**Task prompt**
Set down the records that follow exactly and completely.

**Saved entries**
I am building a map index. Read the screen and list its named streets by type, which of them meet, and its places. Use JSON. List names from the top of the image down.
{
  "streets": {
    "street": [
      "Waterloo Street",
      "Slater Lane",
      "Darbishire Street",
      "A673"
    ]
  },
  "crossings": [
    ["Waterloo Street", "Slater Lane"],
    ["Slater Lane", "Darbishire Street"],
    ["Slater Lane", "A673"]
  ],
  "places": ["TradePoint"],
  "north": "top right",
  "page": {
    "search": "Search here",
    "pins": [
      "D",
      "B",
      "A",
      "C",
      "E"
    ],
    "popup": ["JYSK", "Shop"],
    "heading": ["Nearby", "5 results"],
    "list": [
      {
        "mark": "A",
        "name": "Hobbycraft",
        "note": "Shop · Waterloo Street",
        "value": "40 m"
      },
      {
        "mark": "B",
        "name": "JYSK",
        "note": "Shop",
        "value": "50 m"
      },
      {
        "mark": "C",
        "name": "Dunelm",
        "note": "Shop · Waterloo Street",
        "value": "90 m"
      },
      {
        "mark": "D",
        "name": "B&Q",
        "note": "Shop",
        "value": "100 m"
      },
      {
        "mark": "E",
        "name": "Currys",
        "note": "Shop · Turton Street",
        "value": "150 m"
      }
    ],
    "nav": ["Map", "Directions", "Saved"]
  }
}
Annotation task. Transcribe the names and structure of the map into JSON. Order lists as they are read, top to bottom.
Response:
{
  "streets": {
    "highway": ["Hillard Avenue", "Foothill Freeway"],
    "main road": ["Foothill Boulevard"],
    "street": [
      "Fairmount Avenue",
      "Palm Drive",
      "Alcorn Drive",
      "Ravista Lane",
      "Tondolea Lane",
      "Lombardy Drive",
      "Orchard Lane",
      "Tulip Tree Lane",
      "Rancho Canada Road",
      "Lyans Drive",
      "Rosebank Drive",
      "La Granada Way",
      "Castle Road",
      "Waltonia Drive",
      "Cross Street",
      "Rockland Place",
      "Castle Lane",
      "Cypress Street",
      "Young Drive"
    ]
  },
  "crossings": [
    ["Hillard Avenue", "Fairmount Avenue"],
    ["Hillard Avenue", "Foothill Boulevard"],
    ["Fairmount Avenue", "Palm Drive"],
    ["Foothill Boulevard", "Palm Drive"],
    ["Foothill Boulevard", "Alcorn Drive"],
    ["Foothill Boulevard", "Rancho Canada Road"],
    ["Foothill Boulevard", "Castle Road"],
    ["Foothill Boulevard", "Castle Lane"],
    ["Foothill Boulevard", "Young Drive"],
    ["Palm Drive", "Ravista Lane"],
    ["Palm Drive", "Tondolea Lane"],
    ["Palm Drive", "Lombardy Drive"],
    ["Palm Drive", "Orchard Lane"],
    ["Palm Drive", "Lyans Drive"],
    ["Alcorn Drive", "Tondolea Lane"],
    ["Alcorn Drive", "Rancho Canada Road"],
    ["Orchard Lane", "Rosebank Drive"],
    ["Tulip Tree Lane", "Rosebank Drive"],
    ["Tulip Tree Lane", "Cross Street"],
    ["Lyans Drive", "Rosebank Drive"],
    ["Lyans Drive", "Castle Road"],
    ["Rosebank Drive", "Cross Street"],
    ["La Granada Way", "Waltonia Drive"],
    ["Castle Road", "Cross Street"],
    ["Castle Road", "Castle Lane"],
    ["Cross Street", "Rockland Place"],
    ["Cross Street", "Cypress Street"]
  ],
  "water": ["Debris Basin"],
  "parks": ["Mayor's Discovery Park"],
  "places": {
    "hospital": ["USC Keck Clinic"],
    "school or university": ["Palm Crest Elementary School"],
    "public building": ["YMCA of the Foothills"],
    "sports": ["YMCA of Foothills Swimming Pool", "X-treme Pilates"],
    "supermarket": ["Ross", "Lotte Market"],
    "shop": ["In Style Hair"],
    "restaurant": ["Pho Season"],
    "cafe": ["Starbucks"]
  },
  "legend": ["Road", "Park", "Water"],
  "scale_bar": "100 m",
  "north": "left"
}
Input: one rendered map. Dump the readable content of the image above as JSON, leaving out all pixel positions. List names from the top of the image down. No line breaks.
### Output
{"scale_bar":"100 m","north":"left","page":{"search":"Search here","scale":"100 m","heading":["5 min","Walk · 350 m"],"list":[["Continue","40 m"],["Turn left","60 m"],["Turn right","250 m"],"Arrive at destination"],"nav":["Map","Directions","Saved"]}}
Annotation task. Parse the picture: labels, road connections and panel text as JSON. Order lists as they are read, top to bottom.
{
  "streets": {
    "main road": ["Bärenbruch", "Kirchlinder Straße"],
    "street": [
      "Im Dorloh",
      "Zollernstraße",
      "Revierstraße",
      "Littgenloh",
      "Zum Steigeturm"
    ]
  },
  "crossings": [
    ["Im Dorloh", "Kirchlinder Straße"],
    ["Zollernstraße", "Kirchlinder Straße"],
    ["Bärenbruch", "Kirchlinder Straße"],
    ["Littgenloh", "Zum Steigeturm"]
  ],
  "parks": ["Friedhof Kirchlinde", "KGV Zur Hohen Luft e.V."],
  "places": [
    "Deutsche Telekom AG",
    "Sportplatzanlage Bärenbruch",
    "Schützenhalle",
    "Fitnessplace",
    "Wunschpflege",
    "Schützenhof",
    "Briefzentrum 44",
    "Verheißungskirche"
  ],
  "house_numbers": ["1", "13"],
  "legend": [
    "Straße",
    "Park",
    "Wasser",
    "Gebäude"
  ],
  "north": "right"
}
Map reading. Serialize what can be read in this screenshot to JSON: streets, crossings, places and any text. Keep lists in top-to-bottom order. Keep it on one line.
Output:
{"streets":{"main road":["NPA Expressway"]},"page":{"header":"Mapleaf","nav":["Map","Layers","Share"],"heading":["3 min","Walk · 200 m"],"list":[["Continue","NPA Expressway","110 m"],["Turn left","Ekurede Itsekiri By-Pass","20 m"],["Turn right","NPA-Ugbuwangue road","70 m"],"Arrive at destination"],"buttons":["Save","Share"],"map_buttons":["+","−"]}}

**Output for this task**
I am building a map index. Read the screen and list its named streets by type, which of them meet, and its places. Use JSON. List names from the top of the image down.
{
  "streets": {
    "street": [
      "Waterloo Street",
      "Slater Lane",
      "Darbishire Street",
      "A673"
    ]
  },
  "crossings": [
    ["Waterloo Street", "Slater Lane"],
    ["Slater Lane", "Darbishire Street"],
    ["Slater Lane", "A673"]
  ],
  "places": ["TradePoint"],
  "north": "top right",
  "page": {
    "search": "Search here",
    "pins": [
      "D",
      "B",
      "A",
      "C",
      "E"
    ],
    "popup": ["JYSK", "Shop"],
    "heading": ["Nearby", "5 results"],
    "list": [
      {
        "mark": "A",
        "name": "Hobbycraft",
        "note": "Shop · Waterloo Street",
        "value": "40 m"
      },
      {
        "mark": "B",
        "name": "JYSK",
        "note": "Shop",
        "value": "50 m"
      },
      {
        "mark": "C",
        "name": "Dunelm",
        "note": "Shop · Waterloo Street",
        "value": "90 m"
      },
      {
        "mark": "D",
        "name": "B&Q",
        "note": "Shop",
        "value": "100 m"
      },
      {
        "mark": "E",
        "name": "Currys",
        "note": "Shop · Turton Street",
        "value": "150 m"
      }
    ],
    "nav": ["Map", "Directions", "Saved"]
  }
}
Annotation task. Transcribe the names and structure of the map into JSON. Order lists as they are read, top to bottom.
Response:
{
  "streets": {
    "highway": ["Hillard Avenue", "Foothill Freeway"],
    "main road": ["Foothill Boulevard"],
    "street": [
      "Fairmount Avenue",
      "Palm Drive",
      "Alcorn Drive",
      "Ravista Lane",
      "Tondolea Lane",
      "Lombardy Drive",
      "Orchard Lane",
      "Tulip Tree Lane",
      "Rancho Canada Road",
      "Lyans Drive",
      "Rosebank Drive",
      "La Granada Way",
      "Castle Road",
      "Waltonia Drive",
      "Cross Street",
      "Rockland Place",
      "Castle Lane",
      "Cypress Street",
      "Young Drive"
    ]
  },
  "crossings": [
    ["Hillard Avenue", "Fairmount Avenue"],
    ["Hillard Avenue", "Foothill Boulevard"],
    ["Fairmount Avenue", "Palm Drive"],
    ["Foothill Boulevard", "Palm Drive"],
    ["Foothill Boulevard", "Alcorn Drive"],
    ["Foothill Boulevard", "Rancho Canada Road"],
    ["Foothill Boulevard", "Castle Road"],
    ["Foothill Boulevard", "Castle Lane"],
    ["Foothill Boulevard", "Young Drive"],
    ["Palm Drive", "Ravista Lane"],
    ["Palm Drive", "Tondolea Lane"],
    ["Palm Drive", "Lombardy Drive"],
    ["Palm Drive", "Orchard Lane"],
    ["Palm Drive", "Lyans Drive"],
    ["Alcorn Drive", "Tondolea Lane"],
    ["Alcorn Drive", "Rancho Canada Road"],
    ["Orchard Lane", "Rosebank Drive"],
    ["Tulip Tree Lane", "Rosebank Drive"],
    ["Tulip Tree Lane", "Cross Street"],
    ["Lyans Drive", "Rosebank Drive"],
    ["Lyans Drive", "Castle Road"],
    ["Rosebank Drive", "Cross Street"],
    ["La Granada Way", "Waltonia Drive"],
    ["Castle Road", "Cross Street"],
    ["Castle Road", "Castle Lane"],
    ["Cross Street", "Rockland Place"],
    ["Cross Street", "Cypress Street"]
  ],
  "water": ["Debris Basin"],
  "parks": ["Mayor's Discovery Park"],
  "places": {
    "hospital": ["USC Keck Clinic"],
    "school or university": ["Palm Crest Elementary School"],
    "public building": ["YMCA of the Foothills"],
    "sports": ["YMCA of Foothills Swimming Pool", "X-treme Pilates"],
    "supermarket": ["Ross", "Lotte Market"],
    "shop": ["In Style Hair"],
    "restaurant": ["Pho Season"],
    "cafe": ["Starbucks"]
  },
  "legend": ["Road", "Park", "Water"],
  "scale_bar": "100 m",
  "north": "left"
}
Input: one rendered map. Dump the readable content of the image above as JSON, leaving out all pixel positions. List names from the top of the image down. No line breaks.
### Output
{"scale_bar":"100 m","north":"left","page":{"search":"Search here","scale":"100 m","heading":["5 min","Walk · 350 m"],"list":[["Continue","40 m"],["Turn left","60 m"],["Turn right","250 m"],"Arrive at destination"],"nav":["Map","Directions","Saved"]}}
Annotation task. Parse the picture: labels, road connections and panel text as JSON. Order lists as they are read, top to bottom.
{
  "streets": {
    "main road": ["Bärenbruch", "Kirchlinder Straße"],
    "street": [
      "Im Dorloh",
      "Zollernstraße",
      "Revierstraße",
      "Littgenloh",
      "Zum Steigeturm"
    ]
  },
  "crossings": [
    ["Im Dorloh", "Kirchlinder Straße"],
    ["Zollernstraße", "Kirchlinder Straße"],
    ["Bärenbruch", "Kirchlinder Straße"],
    ["Littgenloh", "Zum Steigeturm"]
  ],
  "parks": ["Friedhof Kirchlinde", "KGV Zur Hohen Luft e.V."],
  "places": [
    "Deutsche Telekom AG",
    "Sportplatzanlage Bärenbruch",
    "Schützenhalle",
    "Fitnessplace",
    "Wunschpflege",
    "Schützenhof",
    "Briefzentrum 44",
    "Verheißungskirche"
  ],
  "house_numbers": ["1", "13"],
  "legend": [
    "Straße",
    "Park",
    "Wasser",
    "Gebäude"
  ],
  "north": "right"
}
Map reading. Serialize what can be read in this screenshot to JSON: streets, crossings, places and any text. Keep lists in top-to-bottom order. Keep it on one line.
Output:
{"streets":{"main road":["NPA Expressway"]},"page":{"header":"Mapleaf","nav":["Map","Layers","Share"],"heading":["3 min","Walk · 200 m"],"list":[["Continue","NPA Expressway","110 m"],["Turn left","Ekurede Itsekiri By-Pass","20 m"],["Turn right","NPA-Ugbuwangue road","70 m"],"Arrive at destination"],"buttons":["Save","Share"],"map_buttons":["+","−"]}}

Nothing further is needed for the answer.